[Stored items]
Content starts
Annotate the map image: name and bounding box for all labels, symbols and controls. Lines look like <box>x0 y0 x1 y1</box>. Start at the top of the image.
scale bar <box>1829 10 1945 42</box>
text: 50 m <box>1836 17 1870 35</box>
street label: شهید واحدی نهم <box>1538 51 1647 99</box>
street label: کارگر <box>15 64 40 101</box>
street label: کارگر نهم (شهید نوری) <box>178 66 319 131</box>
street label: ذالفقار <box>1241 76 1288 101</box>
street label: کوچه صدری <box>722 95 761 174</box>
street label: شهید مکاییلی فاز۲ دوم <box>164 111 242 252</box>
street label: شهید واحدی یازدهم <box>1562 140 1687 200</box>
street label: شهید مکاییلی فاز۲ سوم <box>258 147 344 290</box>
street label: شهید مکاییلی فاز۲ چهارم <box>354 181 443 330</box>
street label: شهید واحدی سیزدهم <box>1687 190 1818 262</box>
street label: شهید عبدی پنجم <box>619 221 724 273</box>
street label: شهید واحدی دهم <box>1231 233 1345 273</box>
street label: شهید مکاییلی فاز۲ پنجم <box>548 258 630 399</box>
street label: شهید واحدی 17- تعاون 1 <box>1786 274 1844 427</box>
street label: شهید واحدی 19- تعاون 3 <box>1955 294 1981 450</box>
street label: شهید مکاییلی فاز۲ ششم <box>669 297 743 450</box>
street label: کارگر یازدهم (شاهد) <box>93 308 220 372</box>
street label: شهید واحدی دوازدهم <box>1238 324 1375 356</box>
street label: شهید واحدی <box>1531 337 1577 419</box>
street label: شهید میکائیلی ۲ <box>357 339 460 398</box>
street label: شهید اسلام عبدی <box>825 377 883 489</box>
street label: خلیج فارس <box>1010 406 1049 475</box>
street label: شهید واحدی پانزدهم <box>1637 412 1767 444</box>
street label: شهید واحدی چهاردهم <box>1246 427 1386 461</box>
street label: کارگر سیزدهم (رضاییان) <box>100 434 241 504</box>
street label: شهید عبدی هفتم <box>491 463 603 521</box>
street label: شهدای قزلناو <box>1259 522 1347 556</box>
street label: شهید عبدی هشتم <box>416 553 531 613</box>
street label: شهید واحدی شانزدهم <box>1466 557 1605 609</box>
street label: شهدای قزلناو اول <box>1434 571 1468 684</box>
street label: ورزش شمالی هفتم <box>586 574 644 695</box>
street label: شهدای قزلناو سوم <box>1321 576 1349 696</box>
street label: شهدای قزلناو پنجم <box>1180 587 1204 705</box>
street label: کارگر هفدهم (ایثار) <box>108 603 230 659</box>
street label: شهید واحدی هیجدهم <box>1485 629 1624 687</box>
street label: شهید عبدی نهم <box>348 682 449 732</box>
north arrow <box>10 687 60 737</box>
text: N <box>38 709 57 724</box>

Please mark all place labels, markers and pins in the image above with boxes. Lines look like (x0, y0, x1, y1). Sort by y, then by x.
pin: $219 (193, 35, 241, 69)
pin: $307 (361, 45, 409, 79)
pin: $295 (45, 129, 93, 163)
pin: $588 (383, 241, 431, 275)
Content ends
Work required: Tell how many lines of the data contain "پنجم". Nothing but the number belongs in the reply.

Exercise response: 3